We don’t currently have an elegant idea on how alternative representations might work. The best we can do in this respect is to support optional fields with defaults that will be used is a field is absent in the serialized representation (if the serialization representation is flexible in that respect like JSON). We also plan to give serailizers access to all the annotations that are defined on serial fields, so if you annotate your fields (properties? elements?) with something like @SinceVersion(3), the you can have your serializer implementation check what version is currently being read/written and skip fields that should not be present in this version.
One feature that is really necessary for using serialisation in secure contexts is ensuring objects can only be resurrected via their constructor and/or public setters. Is the idea that the generated code works this way, or can be made to?
Let me elaborate on security a little bit. There are two kinds of serialization.
- In static serialization you invoke something like
MyClass.load(someInput)
and only classes explicitly and statically referenced to by MyClasse get loaded. There is no reflection or loading classes by name. - In dynamic serialization, like Java Serialization, you invoke something like
someInput.readObject()
. Any class name can appear on stream and it will get dynamically found on class path at run-time and get loaded.
Any dynamic serialization scheme is inherently insecure. There is no way to make it secure by limiting resurrection to constructors and/or public setters only, since in a big application there is always a chance of class somewhere on your classpath that does something weird and even if you limit loaded classes by whitelist, there are still issues. You can google about Java Serialization security issues.
However, dynamic serialization is extremely useful in closed-world settings. Every modern JVM-based big-data distributed-computing framework uses it.
We plan to support both static and dynamic serialization in Kotlin.
Yes, I am familiar with serialisation security thanks. You obviously need to pair ‘dynamic deserialisation’ with a whitelist, some frameworks like Kryo support that already, the default Java framework is getting support for that in Java 9.
Sometimes you don’t know ahead of time exactly what classes might be deserialised, any time you have a plugin architecture where plugins can serialise data into a stream is an example of that. If you allow plugins to extend the whitelists and take other precautions to prevent invalid streams being deserialised, the security of the two approaches ends up similar - put another way dynamic deserialisation is writing the same code that static deserialisation would, but it’s generated just in time instead of ahead of time.
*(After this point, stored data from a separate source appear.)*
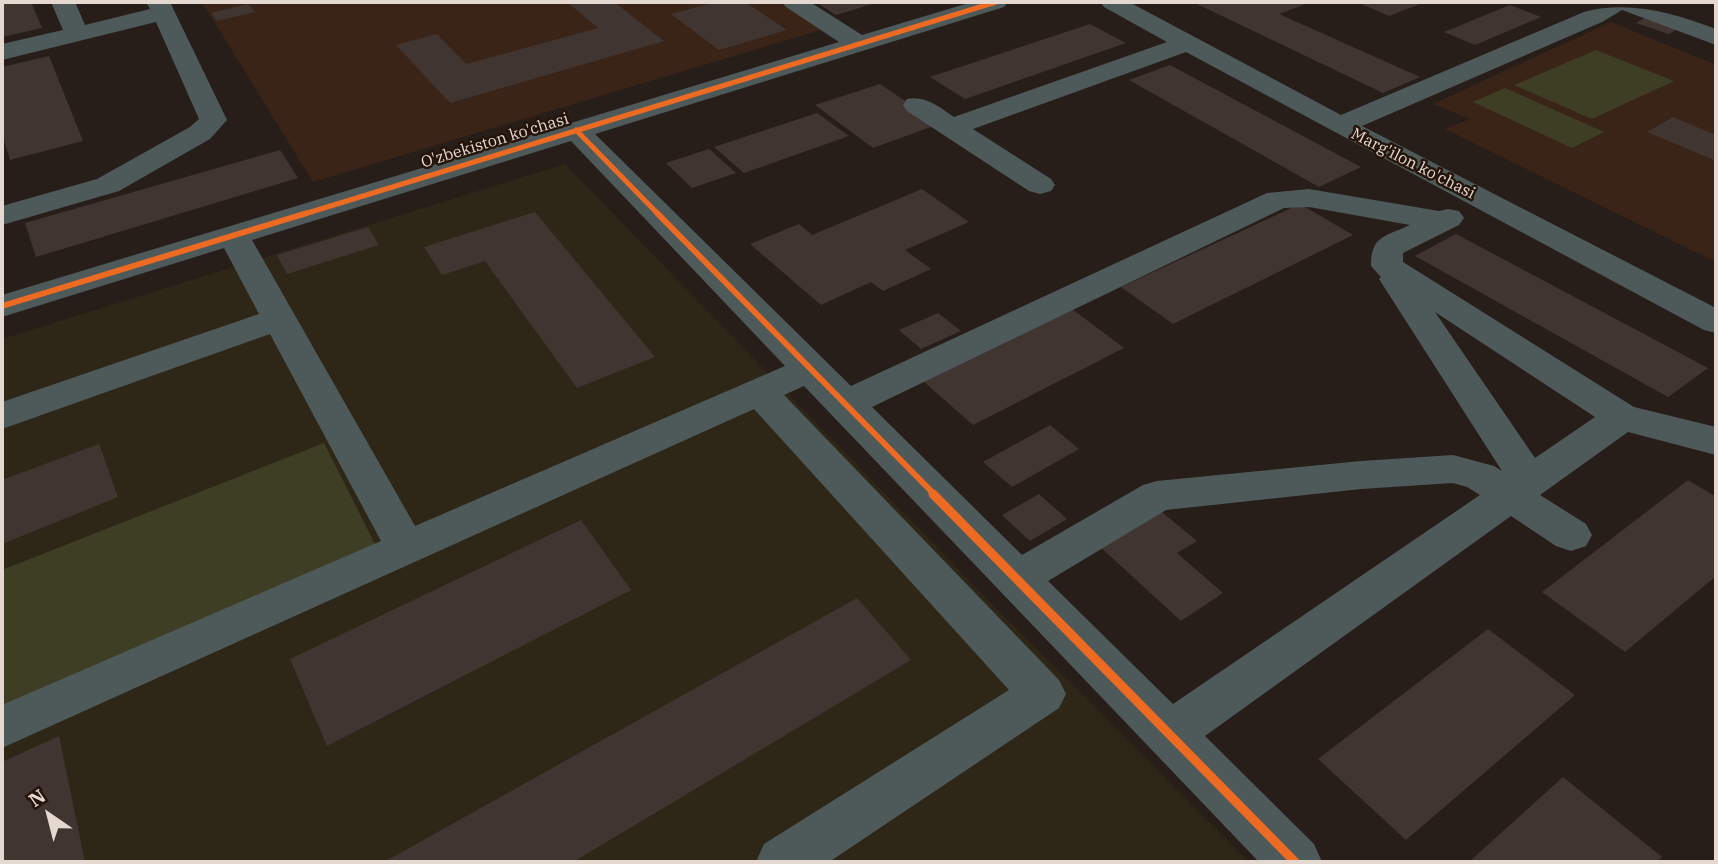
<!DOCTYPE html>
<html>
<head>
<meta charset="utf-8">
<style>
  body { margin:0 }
  #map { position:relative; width:1718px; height:864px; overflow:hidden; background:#281e19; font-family:"IBM Plex Serif",serif }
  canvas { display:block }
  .frame { position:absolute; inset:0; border:4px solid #e4d8d1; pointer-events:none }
  .north { position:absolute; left:14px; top:780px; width:70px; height:70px; -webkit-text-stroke:5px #24140a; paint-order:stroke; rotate:325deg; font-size:19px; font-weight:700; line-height:28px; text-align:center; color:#e4d8d1 }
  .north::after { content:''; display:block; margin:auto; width:24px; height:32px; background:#e4d8d1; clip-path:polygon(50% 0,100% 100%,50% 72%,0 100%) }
</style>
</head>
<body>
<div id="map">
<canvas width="1718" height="864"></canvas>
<div class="frame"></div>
<div class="north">N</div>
</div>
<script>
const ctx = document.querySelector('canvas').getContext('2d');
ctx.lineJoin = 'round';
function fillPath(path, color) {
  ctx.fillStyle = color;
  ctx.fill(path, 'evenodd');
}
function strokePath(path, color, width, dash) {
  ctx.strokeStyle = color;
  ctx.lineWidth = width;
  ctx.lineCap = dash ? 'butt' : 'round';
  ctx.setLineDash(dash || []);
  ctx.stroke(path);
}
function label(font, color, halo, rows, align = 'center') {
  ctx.font = font + ' "IBM Plex Serif",serif';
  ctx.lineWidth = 5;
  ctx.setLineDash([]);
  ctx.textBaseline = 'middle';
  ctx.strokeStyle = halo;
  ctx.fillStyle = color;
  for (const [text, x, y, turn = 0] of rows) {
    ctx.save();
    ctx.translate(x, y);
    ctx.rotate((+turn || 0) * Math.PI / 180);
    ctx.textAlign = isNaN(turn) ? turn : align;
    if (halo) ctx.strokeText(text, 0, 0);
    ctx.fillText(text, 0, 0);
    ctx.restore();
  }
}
fillPath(new Path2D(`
  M202,2H781L824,29L313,182Z
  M1611,22L1716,65V262L1445,129L1470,119L1433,104Z`), '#392417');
fillPath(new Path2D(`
  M565,164L987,599L1249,862H2V339Z`), '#2e2717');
fillPath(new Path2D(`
  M1596,50L1674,81L1592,119L1514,85Z
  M1505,88L1604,132L1572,148L1473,102Z
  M324,443L376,546L2,711V570Z`), '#3e3e25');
fillPath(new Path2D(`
  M2,2H31L42,28L2,37Z
  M567,2H614L664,41L450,103L396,45L437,34L466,64L598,28Z
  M716,2H745L787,30L719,50L671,14Z
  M816,2H879L836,15Z
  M1198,2H1311L1279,14L1420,77L1383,93L1197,4Z
  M1357,2H1425L1389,16Z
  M248,4L255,12L217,21L211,13Z
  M1510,5L1541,17L1475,45L1444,32Z
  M1648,16L1681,27L1669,34L1636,23Z
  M1090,24L1126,43L965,99L930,77Z
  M49,56L83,141L10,160L2,133V67Z
  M1170,65L1361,167L1319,187L1129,80Z
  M880,84L939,124L873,148L815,105Z
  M817,113L849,136L744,173L714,147Z
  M1673,117L1716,135V161L1647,132Z
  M709,149L736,173L692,188L666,163Z
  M280,150L298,178L36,257L25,223Z
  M922,189L969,222L905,250L931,269L883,291L871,282L821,305L750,244L799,224L812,235Z
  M1300,204L1353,235L1173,324L1121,287Z
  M535,212L655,357L577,388L485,261L442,275L424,247Z
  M368,227L379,245L287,274L277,255Z
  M1456,234L1708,368L1668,397L1415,256Z
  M1072,309L1124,348L973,425L923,381Z
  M938,313L961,331L921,349L899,330Z
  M1050,425L1079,449L1012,487L983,462Z
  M99,444L118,497L2,544V480Z
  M1688,480L1716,497V576L1625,652L1542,592Z
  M1039,494L1067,519L1030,541L1002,515Z
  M1157,508L1197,541L1177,553L1223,593L1181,621L1097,544Z
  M581,520L631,590L327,746L290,659Z
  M857,598L911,660L573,862H384Z
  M1488,629L1575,695L1406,840L1318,759Z
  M59,736L85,862H2V762Z
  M1563,777L1662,857L1656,862H1469Z`), '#413532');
fillPath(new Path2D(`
  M51,2H75L85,25L150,9L146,2H170L227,120L210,139L119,191L2,225V206L97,179L190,127L199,119L156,22L2,60V44L63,30Z
  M782,2H810L862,35L972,2H1008L1004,7L595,134L851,386L1267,193L1309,189L1439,211L1448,209L1459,211L1464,218L1459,225L1403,253V262L1634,407L1716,427V455L1628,432L1540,495L1586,524L1592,535L1586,546L1571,551L1556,546L1511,516L1205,736L1314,844L1322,862H1259L804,386L784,395L1059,680L1066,694L1059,708L829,862H756L764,844L1009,690L754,409L2,748V705L381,541L270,334L2,429V402L259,314L224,248L2,317V295L839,42L786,7ZM571,141L785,366L415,526L252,240ZM1309,207L1410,225C1385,237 1371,235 1371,266L1381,277L1379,279L1502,471L1494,466L1453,455L1361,461L1157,481L1143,485L1022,555L872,407L1284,208ZM1435,312L1595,417L1535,458ZM1453,483L1467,487L1480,495L1173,704L1048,581L1166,510L1361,489Z
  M1100,2H1129L1341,115L1584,12C1628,0 1674,13 1716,29V45L1622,10L1602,22L1362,126L1716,308V333L1704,330L1186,52L973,129L1051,179L1055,185L1051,191L1040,194L1029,191L907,111L903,105L907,99C926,95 939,107 954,117L1167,42L1104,7Z`), '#4e5a5a');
strokePath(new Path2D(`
  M576,130L659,215
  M301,215L996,2`), '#ed6a23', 5);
strokePath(new Path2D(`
  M657,213L935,495
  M2,306L307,213`), '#ed6a23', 6);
strokePath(new Path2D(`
  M933,494L1295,862`), '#ed6a23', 9);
label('16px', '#e4d8d1', '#24140a', [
  ["O'zbekiston ko'chasi",495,141,-17],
  ["Marg'ilon ko'chasi",1413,164,27]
]);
</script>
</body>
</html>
We are a bit into an uncharted terminology here. I’ve labled as static
serialization anything where you explictly know what type you are reading at every point. This is typical in how you usually deserialize JSON into type-safe form, for example. It can be implemented via runtime relection (with Jackson, for example), but, out-of-the-box, Jackson still does static deserialization as it is fully driven by the type definitions in your code.
Deserialization is dynamic if you don’t need to know your types in advance. Out-of-the box Kryo is fully dynamic, unless you explictly configure a whitelist. It is extremely convenient for closed-world applications. It makes Kryo a fine replacement for Java serialization in Spark, for example.
Whitlists do blur the line between two aproaches. Protobuf’s Any
is also on a border-line, even though I’d consider it sitll a fully static deserialization approach, because Any
type does not get deserialized by the protobuf framework, but is kept an an array of bytes for an application code to deserialize if needed.
The approach that I currently pursue with respect to sercurity is to default on the safe side, e.g. make the serialization fully static by default, but still support both pre-compiled deserialization code and run-time (reflection-based) deserialization for 3-rd party library classes that you statically reference.
Dynamic serialization will be supported with an opt-in and you could do either full-world, black-list and/or white-list approaches, so in Kotlin serailzation white-list will be considered a variant of dynamic serialization. Both classes with pre-compiled deserialization code and run-time (reflection-based) deserialization shall be supported.
Of course, relection will be supported only on the platforms that support reflection and reflection always have adverse performance effects, so the primary effort is going to be focused on producing pre-compiled serlialization/deserialization code for all serializable classes.
That sounds like a very reasonable approach.
I’ve been thinking a bit about the problem of flexible/multiple serialization output/input formats. Probably the best way to do that would be to leave the specifics to a user defined handler that could support multiple formats. For simple POJO’s (or annotation only serialization) this would mean that the handler would just get the fields to store (name, type, value) and would do whatever it wants (format v1, format v2, json, xml,…).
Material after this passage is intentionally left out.